**Extracted data entries**
= Beginning of Section =

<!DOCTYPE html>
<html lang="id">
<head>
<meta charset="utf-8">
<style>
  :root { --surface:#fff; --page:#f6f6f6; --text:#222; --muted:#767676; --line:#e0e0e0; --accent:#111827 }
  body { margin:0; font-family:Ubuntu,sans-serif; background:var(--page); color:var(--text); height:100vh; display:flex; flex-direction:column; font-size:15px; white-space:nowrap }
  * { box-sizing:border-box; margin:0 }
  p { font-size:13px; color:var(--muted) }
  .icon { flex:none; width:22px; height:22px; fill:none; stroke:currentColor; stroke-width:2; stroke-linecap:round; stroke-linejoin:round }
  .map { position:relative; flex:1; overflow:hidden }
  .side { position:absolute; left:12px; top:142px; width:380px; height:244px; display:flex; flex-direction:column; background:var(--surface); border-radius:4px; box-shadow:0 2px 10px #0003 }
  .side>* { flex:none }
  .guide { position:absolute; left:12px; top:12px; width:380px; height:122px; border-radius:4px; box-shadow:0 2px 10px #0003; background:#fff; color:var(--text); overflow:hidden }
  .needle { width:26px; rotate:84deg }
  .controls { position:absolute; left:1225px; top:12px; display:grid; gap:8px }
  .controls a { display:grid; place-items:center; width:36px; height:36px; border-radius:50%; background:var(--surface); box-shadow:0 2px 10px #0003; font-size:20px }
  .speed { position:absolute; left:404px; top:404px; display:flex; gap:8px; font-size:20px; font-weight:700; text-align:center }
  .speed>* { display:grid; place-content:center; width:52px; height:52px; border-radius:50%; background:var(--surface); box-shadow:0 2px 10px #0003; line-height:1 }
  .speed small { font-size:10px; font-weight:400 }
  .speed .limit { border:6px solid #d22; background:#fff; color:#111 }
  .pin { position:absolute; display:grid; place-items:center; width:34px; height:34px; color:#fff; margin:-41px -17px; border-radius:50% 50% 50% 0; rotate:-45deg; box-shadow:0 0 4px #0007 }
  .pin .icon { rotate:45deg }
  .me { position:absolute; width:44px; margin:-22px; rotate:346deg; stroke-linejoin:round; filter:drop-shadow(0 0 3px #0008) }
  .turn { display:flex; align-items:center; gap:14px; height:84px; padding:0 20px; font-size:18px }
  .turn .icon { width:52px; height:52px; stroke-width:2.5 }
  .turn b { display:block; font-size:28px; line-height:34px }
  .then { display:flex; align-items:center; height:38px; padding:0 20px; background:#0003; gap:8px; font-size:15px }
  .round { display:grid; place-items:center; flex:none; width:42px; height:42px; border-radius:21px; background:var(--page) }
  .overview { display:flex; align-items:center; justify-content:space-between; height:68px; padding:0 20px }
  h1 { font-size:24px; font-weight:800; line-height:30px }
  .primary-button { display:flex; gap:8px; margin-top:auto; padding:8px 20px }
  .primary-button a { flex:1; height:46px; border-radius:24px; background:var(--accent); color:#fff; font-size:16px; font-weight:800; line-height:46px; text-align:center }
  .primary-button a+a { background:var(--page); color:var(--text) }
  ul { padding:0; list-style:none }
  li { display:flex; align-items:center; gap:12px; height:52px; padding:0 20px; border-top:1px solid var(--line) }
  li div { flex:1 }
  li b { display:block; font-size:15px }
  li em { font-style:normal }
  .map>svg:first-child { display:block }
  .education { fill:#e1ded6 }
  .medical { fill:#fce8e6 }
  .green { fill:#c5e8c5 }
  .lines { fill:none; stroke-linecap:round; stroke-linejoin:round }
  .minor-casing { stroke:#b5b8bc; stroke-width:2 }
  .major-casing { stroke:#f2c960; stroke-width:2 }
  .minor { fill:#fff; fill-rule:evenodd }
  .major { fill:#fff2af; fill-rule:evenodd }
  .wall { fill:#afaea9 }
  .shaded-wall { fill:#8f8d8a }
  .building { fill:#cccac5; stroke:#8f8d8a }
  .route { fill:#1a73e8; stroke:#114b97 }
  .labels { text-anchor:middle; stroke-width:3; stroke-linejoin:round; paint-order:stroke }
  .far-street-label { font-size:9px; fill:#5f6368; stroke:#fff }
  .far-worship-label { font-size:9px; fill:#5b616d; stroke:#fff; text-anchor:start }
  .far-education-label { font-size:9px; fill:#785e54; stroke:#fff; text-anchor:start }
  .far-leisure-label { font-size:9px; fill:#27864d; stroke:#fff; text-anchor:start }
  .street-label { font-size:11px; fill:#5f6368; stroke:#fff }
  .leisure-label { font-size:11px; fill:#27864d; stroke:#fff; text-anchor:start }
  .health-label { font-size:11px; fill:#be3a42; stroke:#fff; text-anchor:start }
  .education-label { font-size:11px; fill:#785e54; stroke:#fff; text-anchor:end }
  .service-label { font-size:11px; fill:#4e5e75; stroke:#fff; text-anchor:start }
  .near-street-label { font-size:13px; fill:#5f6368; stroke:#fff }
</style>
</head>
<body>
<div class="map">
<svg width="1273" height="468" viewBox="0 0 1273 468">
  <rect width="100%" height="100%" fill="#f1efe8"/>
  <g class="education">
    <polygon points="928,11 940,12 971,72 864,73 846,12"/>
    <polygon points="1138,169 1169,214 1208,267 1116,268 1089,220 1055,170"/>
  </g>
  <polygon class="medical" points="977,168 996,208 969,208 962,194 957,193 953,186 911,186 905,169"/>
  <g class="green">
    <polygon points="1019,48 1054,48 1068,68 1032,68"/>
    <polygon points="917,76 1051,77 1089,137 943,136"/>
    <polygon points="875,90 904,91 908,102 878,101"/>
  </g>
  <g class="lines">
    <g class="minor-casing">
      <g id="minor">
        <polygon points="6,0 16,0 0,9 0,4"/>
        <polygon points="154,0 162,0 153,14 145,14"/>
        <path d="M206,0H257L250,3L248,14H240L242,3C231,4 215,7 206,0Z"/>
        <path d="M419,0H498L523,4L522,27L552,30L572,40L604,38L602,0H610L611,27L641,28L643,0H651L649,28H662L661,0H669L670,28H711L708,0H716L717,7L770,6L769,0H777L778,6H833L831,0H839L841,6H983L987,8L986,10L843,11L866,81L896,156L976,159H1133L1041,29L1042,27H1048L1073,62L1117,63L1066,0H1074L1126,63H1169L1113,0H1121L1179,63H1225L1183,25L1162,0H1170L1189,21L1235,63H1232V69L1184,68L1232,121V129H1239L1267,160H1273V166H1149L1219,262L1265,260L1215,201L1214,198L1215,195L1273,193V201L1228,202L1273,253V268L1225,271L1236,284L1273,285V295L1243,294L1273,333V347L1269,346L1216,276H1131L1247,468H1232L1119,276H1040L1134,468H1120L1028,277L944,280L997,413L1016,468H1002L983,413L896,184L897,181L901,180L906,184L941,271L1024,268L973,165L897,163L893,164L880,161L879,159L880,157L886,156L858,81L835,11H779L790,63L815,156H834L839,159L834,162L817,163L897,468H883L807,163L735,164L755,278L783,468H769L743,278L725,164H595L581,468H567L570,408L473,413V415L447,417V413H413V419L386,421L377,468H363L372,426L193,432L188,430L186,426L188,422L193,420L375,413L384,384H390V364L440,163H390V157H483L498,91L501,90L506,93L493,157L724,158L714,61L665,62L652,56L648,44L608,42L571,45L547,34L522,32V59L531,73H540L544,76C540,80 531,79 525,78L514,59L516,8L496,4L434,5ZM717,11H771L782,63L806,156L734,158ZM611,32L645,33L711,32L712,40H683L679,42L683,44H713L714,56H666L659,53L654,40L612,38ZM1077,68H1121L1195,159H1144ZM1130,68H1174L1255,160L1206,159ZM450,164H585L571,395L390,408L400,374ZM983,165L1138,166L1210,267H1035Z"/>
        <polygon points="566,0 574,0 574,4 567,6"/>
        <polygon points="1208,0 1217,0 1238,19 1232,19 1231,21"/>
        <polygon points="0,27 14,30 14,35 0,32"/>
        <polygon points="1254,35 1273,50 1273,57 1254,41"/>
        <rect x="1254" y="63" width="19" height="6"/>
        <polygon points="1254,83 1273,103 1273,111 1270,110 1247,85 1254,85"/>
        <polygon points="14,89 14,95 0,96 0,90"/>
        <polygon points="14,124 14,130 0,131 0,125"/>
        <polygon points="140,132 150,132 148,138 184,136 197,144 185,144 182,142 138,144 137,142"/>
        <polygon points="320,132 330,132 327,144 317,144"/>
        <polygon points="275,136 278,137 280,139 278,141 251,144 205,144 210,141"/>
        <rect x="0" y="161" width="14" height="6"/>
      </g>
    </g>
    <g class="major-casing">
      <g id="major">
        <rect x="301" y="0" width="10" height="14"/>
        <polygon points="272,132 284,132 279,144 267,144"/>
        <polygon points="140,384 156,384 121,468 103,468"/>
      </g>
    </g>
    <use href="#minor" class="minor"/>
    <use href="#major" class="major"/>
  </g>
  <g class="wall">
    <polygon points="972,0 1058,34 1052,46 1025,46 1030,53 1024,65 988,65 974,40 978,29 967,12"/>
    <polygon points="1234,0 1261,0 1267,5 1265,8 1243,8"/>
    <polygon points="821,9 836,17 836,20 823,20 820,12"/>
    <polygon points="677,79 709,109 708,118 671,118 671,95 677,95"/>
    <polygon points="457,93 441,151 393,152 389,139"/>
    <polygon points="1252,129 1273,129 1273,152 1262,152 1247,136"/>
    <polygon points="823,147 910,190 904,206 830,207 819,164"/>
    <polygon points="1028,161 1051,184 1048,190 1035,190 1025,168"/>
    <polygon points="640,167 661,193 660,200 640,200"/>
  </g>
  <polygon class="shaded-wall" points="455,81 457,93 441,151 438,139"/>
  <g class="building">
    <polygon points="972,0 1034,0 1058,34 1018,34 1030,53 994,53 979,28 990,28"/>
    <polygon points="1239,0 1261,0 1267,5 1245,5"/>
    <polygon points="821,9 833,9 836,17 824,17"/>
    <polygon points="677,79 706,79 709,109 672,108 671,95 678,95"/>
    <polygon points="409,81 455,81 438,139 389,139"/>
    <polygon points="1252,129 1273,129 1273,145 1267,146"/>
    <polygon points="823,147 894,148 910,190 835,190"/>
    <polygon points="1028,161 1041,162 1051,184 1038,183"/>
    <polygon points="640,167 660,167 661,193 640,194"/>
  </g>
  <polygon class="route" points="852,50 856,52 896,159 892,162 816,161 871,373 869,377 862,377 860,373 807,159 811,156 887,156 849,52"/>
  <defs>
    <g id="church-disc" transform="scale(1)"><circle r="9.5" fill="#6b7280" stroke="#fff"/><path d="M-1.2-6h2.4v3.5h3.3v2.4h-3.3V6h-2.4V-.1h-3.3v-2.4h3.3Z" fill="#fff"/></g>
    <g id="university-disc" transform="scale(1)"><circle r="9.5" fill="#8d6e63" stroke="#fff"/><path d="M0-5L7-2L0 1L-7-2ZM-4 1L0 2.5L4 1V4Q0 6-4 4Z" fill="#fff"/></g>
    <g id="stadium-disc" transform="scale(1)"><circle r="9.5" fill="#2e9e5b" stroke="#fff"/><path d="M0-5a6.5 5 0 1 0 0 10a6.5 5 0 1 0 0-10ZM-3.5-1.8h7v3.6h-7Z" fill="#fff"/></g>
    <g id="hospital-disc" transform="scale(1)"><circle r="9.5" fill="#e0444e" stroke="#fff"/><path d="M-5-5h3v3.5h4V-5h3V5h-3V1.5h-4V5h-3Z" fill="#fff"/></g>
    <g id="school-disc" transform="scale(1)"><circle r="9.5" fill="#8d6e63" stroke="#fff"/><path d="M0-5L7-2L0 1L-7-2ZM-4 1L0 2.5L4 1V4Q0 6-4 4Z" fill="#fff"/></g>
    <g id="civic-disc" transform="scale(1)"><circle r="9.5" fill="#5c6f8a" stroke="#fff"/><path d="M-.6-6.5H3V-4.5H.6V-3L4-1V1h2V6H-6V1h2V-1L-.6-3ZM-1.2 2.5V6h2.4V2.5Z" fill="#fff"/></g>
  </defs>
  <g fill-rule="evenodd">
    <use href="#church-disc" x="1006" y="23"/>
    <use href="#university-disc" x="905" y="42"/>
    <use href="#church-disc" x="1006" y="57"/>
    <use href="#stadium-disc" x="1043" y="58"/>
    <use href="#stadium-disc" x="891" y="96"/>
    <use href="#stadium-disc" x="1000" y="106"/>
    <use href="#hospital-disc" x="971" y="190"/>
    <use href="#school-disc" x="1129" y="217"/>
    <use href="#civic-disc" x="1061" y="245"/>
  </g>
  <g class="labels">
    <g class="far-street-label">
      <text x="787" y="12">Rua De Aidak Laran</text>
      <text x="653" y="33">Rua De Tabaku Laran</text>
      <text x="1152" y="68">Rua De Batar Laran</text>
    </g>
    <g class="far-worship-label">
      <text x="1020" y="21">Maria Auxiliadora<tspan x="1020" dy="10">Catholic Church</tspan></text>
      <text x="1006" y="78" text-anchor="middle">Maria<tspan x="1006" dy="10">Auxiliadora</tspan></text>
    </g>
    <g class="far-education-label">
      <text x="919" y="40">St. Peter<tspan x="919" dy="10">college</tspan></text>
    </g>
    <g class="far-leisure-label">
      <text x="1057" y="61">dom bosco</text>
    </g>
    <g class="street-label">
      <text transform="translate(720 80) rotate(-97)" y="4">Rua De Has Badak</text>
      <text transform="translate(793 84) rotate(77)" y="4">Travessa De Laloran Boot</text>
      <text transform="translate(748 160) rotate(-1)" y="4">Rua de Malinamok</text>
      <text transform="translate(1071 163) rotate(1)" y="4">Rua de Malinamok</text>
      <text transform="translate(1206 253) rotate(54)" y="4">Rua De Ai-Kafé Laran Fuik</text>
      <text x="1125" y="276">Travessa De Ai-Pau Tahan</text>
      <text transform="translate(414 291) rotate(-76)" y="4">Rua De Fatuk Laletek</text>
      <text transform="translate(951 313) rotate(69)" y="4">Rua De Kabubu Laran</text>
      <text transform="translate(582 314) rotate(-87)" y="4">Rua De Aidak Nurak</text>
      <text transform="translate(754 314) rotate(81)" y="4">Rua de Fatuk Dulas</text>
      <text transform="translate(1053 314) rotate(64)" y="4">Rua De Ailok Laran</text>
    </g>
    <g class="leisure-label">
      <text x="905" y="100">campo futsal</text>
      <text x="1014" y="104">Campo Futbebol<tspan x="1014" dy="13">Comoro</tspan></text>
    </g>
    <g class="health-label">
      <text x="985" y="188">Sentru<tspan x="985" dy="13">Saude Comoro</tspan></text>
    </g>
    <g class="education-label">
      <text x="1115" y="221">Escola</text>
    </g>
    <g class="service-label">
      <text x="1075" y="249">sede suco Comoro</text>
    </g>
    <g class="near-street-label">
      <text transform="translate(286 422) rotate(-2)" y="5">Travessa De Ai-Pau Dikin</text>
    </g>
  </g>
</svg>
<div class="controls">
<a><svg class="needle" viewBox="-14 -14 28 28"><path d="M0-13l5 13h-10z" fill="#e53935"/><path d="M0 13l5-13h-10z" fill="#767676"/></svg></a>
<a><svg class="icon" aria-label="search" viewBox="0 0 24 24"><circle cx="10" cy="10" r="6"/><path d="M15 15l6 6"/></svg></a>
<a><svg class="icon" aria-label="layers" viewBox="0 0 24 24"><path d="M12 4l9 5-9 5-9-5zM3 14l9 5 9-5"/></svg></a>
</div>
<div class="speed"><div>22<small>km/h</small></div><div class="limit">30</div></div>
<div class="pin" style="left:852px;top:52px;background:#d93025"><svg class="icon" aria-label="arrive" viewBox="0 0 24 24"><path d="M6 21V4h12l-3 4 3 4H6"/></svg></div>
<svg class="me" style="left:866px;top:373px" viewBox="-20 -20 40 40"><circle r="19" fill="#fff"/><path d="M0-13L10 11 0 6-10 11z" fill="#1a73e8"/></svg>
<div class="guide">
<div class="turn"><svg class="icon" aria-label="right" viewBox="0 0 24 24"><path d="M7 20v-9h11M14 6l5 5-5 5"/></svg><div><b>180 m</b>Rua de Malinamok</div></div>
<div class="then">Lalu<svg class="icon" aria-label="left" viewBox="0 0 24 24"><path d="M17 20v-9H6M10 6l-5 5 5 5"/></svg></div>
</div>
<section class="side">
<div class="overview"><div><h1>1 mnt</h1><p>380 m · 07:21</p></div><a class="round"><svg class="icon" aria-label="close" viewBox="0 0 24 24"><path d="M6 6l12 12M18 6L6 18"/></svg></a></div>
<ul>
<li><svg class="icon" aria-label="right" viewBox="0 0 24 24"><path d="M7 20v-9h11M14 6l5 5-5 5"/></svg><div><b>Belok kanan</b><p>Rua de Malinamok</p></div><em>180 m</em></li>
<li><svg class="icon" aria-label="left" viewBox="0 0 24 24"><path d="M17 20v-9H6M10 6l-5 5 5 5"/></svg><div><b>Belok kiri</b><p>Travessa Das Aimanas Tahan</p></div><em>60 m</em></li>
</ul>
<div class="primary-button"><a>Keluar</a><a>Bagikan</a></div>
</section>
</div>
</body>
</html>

= End of Section =

**WHAT YOU WILL DO**
Among the entries above, locate the lines containing "display:grid; place-content:center; width:52px;" and "display:flex; align-items:center; height:38px;", and transcribe exactly those two lines and all lines between.

**RESULT**
  .speed>* { display:grid; place-content:center; width:52px; height:52px; border-radius:50%; background:var(--surface); box-shadow:0 2px 10px #0003; line-height:1 }
  .speed small { font-size:10px; font-weight:400 }
  .speed .limit { border:6px solid #d22; background:#fff; color:#111 }
  .pin { position:absolute; display:grid; place-items:center; width:34px; height:34px; color:#fff; margin:-41px -17px; border-radius:50% 50% 50% 0; rotate:-45deg; box-shadow:0 0 4px #0007 }
  .pin .icon { rotate:45deg }
  .me { position:absolute; width:44px; margin:-22px; rotate:346deg; stroke-linejoin:round; filter:drop-shadow(0 0 3px #0008) }
  .turn { display:flex; align-items:center; gap:14px; height:84px; padding:0 20px; font-size:18px }
  .turn .icon { width:52px; height:52px; stroke-width:2.5 }
  .turn b { display:block; font-size:28px; line-height:34px }
  .then { display:flex; align-items:center; height:38px; padding:0 20px; background:#0003; gap:8px; font-size:15px }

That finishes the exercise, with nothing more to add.